Prompt for AI Agents
Please address the comments from this code review:

## Overall Comments
- In `upsert_engine_cooldowns`, the `CASE WHEN %s > 0` currently uses the `failures` value (`(e, f, f, max(0.0, r))`), so `next_probe_at` is controlled by failures rather than `remaining_seconds`; this should likely test `remaining_seconds` instead so an engine with nonzero failures but zero remaining does not get an unnecessary future probe time.
- The cooldown freshness/remaining logic mixes DB timestamps with `_naive_utc_now()`; since `engine_cooldowns.next_probe_at`/`updated_at` are `TIMESTAMP` without time zone and `NOW()` uses the DB server clock, it would be safer either to store these as `timestamptz` or to be explicit about assuming the DB runs in UTC to avoid subtle drift between API and DB clocks.

## Individual Comments

### Comment 1
<location path="common/database.py" line_range="684-693" />
<code_context>
+def upsert_engine_cooldowns(
</code_context>
<issue_to_address>
**issue (bug_risk):** Cooldown persistence uses `failures` instead of `remaining` to gate `next_probe_at`, which can keep already-expired cooldowns alive.

The `executemany` call currently passes `(e, f, f, max(0.0, r))`, so the `CASE WHEN %s > 0` is checking `failures` instead of `remaining_seconds`. For engines with `failures > 0` but `remaining_seconds <= 0`, this still sets `next_probe_at` to `NOW()`, keeping them incorrectly benched.

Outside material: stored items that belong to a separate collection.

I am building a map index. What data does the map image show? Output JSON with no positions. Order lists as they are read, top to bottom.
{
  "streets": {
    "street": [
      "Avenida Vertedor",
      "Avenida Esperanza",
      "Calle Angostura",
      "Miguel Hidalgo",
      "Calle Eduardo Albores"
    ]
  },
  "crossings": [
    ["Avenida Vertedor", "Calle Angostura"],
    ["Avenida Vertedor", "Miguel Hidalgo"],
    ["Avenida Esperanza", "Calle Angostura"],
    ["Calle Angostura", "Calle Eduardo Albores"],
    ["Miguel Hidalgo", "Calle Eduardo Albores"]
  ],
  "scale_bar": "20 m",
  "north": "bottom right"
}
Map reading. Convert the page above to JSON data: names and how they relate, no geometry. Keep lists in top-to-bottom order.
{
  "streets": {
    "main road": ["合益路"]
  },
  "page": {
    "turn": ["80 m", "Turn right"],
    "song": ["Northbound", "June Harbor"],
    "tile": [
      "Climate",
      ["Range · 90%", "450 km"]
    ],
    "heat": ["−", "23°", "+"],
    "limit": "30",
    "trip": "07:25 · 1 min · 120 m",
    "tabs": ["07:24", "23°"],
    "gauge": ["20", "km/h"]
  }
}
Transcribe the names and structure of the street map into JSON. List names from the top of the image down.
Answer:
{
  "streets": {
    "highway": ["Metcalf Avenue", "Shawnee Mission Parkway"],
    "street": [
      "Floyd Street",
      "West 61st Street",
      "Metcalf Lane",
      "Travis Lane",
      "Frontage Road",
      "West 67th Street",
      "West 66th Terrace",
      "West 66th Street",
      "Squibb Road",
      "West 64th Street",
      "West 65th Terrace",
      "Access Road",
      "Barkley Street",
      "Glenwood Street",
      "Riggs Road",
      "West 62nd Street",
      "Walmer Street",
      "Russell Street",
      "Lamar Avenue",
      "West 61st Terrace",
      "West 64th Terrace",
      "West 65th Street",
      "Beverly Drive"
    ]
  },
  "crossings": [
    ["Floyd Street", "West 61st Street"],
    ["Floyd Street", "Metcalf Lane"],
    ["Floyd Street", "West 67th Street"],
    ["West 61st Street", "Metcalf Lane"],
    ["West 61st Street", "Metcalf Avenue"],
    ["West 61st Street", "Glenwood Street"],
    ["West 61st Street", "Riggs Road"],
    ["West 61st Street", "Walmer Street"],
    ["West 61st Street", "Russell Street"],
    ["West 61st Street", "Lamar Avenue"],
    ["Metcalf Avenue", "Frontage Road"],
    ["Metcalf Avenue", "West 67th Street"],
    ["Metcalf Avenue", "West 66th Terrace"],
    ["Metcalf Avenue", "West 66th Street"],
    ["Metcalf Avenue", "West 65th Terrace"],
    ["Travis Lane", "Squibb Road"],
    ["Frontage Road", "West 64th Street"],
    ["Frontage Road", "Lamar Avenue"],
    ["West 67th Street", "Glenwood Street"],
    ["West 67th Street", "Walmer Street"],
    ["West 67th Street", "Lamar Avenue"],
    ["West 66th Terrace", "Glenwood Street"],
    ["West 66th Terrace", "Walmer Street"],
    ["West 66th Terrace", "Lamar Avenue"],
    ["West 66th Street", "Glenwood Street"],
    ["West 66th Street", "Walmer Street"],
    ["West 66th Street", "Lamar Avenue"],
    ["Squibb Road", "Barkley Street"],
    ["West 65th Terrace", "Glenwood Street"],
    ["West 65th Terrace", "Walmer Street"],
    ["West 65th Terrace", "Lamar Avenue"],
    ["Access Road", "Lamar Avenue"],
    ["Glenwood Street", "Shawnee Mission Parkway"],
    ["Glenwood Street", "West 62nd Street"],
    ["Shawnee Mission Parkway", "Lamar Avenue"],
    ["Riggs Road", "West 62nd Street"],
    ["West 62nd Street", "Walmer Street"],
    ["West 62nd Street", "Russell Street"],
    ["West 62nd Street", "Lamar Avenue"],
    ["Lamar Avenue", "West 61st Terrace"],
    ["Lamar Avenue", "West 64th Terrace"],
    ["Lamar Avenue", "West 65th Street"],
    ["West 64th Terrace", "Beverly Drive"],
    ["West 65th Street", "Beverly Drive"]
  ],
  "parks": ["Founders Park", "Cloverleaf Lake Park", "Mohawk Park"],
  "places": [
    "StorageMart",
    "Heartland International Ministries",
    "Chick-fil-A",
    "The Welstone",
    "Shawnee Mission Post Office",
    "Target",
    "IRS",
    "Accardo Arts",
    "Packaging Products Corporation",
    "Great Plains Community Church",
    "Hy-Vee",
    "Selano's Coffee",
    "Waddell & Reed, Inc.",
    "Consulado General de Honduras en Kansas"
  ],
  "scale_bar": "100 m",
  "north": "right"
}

If the goal is for `next_probe_at` to be NULL whenever `remaining_seconds <= 0`, and only set in the future when `remaining_seconds > 0`, the CASE should use `remaining_seconds`, e.g.:

```python
a = [(e, f, max(0.0, r), max(0.0, r)) for (e, f, r) in states]
cursor.executemany(
    "INSERT INTO engine_cooldowns (engine, failures, next_probe_at, updated_at) "
    "VALUES (%s, %s, "
    "        CASE WHEN %s > 0 THEN NOW() + make_interval(secs => %s) END, "
    "        NOW()) "
    "ON CONFLICT (engine) DO UPDATE SET "
    "  failures = EXCLUDED.failures, "
    "  next_probe_at = EXCLUDED.next_probe_at, "
    "  updated_at = EXCLUDED.updated_at",
    a,
)
```

This ensures already-elapsed cooldowns are stored with `next_probe_at = NULL` and not treated as still benched.
</issue_to_address>

### Comment 2
<location path="api/static/monitor.js" line_range="114-122" />
<code_context>
             row.querySelector('.c-health').dataset.health = e.health;

+            // Cooldown: show the countdown to the next probe beside the label.
+            const cd = row.querySelector('.ecooldown');
+            if (e.cooldown_seconds_remaining != null) {
+                cd.textContent = `~${this.fmtCountdown(e.cooldown_seconds_remaining)}`;
+                const blocks = e.cooldown_failures
+                    ? `${e.cooldown_failures} consecutive block${e.cooldown_failures === 1 ? '' : 's'}; `
+                    : '';
+                cd.title = `${blocks}probing again in ~${this.fmtCountdown(e.cooldown_seconds_remaining)}`;
+            } else {
+                cd.textContent = '';
+            }
+
</code_context>
<issue_to_address>
**issue (bug_risk):** Cooldown tooltip (`title`) is never cleared when an engine stops cooling, leaving stale hover text.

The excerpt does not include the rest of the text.